Il difensore Luca Mistrorigo ha chiesto una perizia sullo stato di salute del 61enne, sollevando dubbi sulla capacità d’intendere e di volere del suo assistito ma anche sull’essere in grado d’affrontare il procedimento (richiesta respinta però dal gup Baraldi). All’uscita dall’aula – l’udienza preliminare si è tenuta a porte chiuse e con rito abbreviato – l’avvocato Mistrorigo è lapidario: «Prendo atto della decisione, ci riserviamo di leggere le motivazioni della sentenza per poi decidere sul da farsi».

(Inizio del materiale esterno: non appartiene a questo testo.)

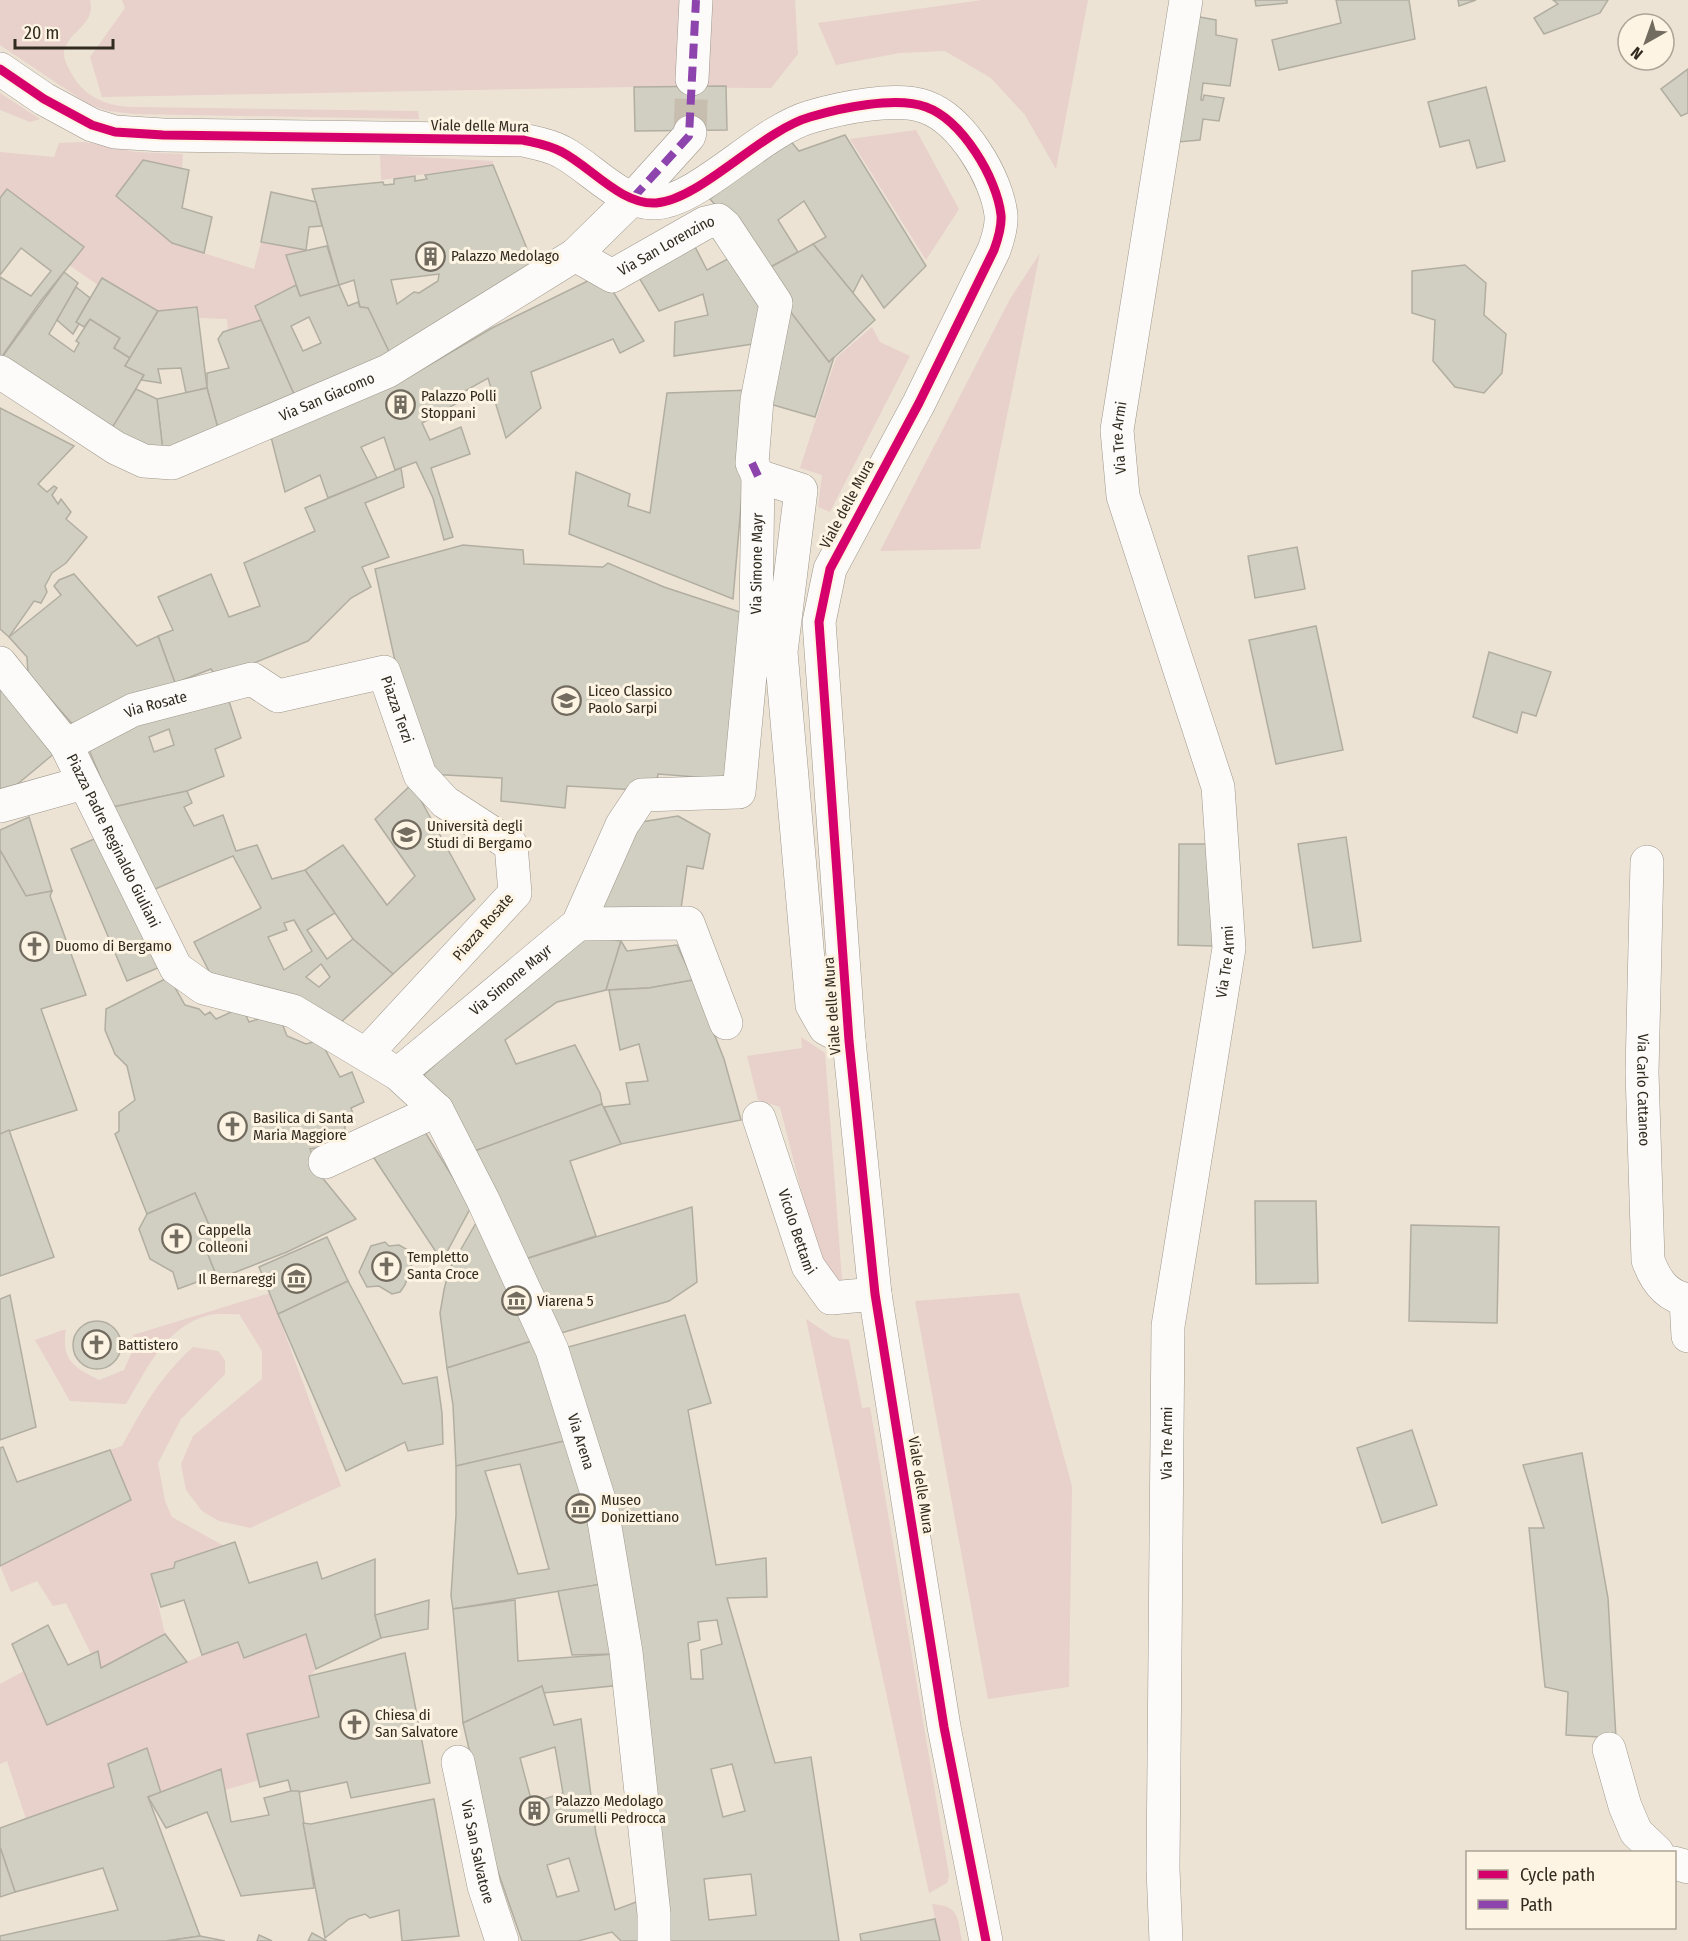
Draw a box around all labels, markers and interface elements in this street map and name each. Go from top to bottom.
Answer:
scale bar [15,12,112,50]
north arrow [1616,12,1676,72]
text: 20 m [24,22,59,44]
text: N [1627,43,1646,63]
street label: Viale delle Mura [431,116,529,136]
street label: Via San Lorenzino [615,212,717,280]
building icon: Palazzo Medolago [414,240,446,272]
place label: Palazzo Medolago [451,247,560,265]
street label: Via San Giacomo [277,369,377,425]
place label: Palazzo Polli Stoppani [421,387,497,422]
building icon: Palazzo Polli Stoppani [384,389,416,421]
street label: Via Tre Armi [1108,400,1130,475]
street label: Viale delle Mura [816,456,878,552]
street label: Via Simone Mayr [747,512,766,614]
street label: Piazza Terzi [377,673,417,745]
place label: Liceo Classico Paolo Sarpi [588,682,673,717]
school or university icon: Liceo Classico Paolo Sarpi [551,684,583,716]
street label: Via Rosate [121,687,189,722]
street label: Piazza Padre Reginaldo Giuliani [63,751,164,931]
place label: Università degli Studi di Bergamo [427,817,532,852]
school or university icon: Università degli Studi di Bergamo [390,819,422,851]
street label: Piazza Rosate [449,890,517,964]
street label: Via Tre Armi [1212,925,1238,999]
church icon: Duomo di Bergamo [18,930,50,962]
place label: Duomo di Bergamo [55,937,172,955]
street label: Via Simone Mayr [466,940,556,1019]
street label: Viale delle Mura [820,956,844,1056]
street label: Via Carlo Cattaneo [1633,1033,1653,1147]
place label: Basilica di Santa Maria Maggiore [253,1109,354,1144]
church icon: Basilica di Santa Maria Maggiore [216,1111,248,1143]
street label: Vicolo Bettami [774,1187,820,1278]
place label: Cappella Colleoni [198,1221,251,1256]
church icon: Cappella Colleoni [161,1223,193,1255]
place label: Templetto Santa Croce [407,1248,479,1283]
church icon: Templetto Santa Croce [370,1250,402,1282]
museum icon: Il Bernareggi [281,1263,313,1295]
place label: Il Bernareggi [198,1270,276,1288]
museum icon: Viarena 5 [500,1285,532,1317]
place label: Viarena 5 [537,1292,594,1310]
church icon: Battistero [81,1329,113,1361]
place label: Battistero [118,1336,178,1354]
street label: Via Tre Armi [1158,1406,1176,1480]
street label: Via Arena [564,1411,598,1472]
street label: Viale delle Mura [904,1435,938,1535]
place label: Museo Donizettiano [601,1491,679,1526]
museum icon: Museo Donizettiano [564,1493,596,1525]
place label: Chiesa di San Salvatore [375,1706,458,1741]
church icon: Chiesa di San Salvatore [338,1708,370,1740]
place label: Palazzo Medolago Grumelli Pedrocca [555,1792,666,1827]
building icon: Palazzo Medolago Grumelli Pedrocca [518,1794,550,1826]
street label: Via San Salvatore [457,1798,498,1906]
legend [1466,1851,1676,1929]
text: Cycle path [1520,1864,1595,1886]
text: Path [1520,1894,1553,1916]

Le indagini erano partite nel settembre 2014 su segnalazione di brogli nelle ultime elezioni comunali del Comune di Reggio, cioè quelle che elessero sindaco Luca Vecchi. Sotto la lente degli investigatori erano finite 31 schede elettorali ritenute sospette. L’ipotesi è che fossero state alterate per favorire due candidati di origine calabrese, poi diventati consiglieri comunali nelle fila del Pd, cioè Salvatore Scarpino e Teresa Rivetti (moglie dell’ex consigliere Carmine De Lucia). Qualcosa non tornava, in quelle schede – segnalate dal Movimento 5 Stelle, che aveva presentato un esposto su irregolarità nei seggi 7 e 149 – dove le preferenze risultavano scritte con una calligrafia identica. Riscontri poi trovati solo per il seggio 7 e secondo le analisi dei grafologi, la mano che aveva vergato i nomi di Scarpino e Rivetti era quella di Drammis. Stando alle accuse, il presidente si sarebbe nascosto dietro una cabina elettorale per modificare le schede, mentre gli altri membri del seggio erano impegnati nella conta dei voti.

Relativamente al millantato credito, Drammis nel 2014 come assistente amministrativo scolastico si era fatto dare 4mila euro dal marito di una bidella “al fine di rinnovare la domanda per le graduatorie scolastiche 2014-2017 relative alla provincia di Reggio, col pretesto di dover remunerare un pubblico funzionario scolastico (che nominava come dottore di Bologna), che si sarebbe interessato della pratica, assicurando un posto fisso di lavoro». Caduta invece l’accusa di truffa, legata a 9.500 euro versati nel 2013 a Drammis da una maestra affinché si interessasse per inserirla in corsi di formazione che l’abilitassero all’insegnamento nella scuola primaria o a specializzarsi come maestra di sostegno.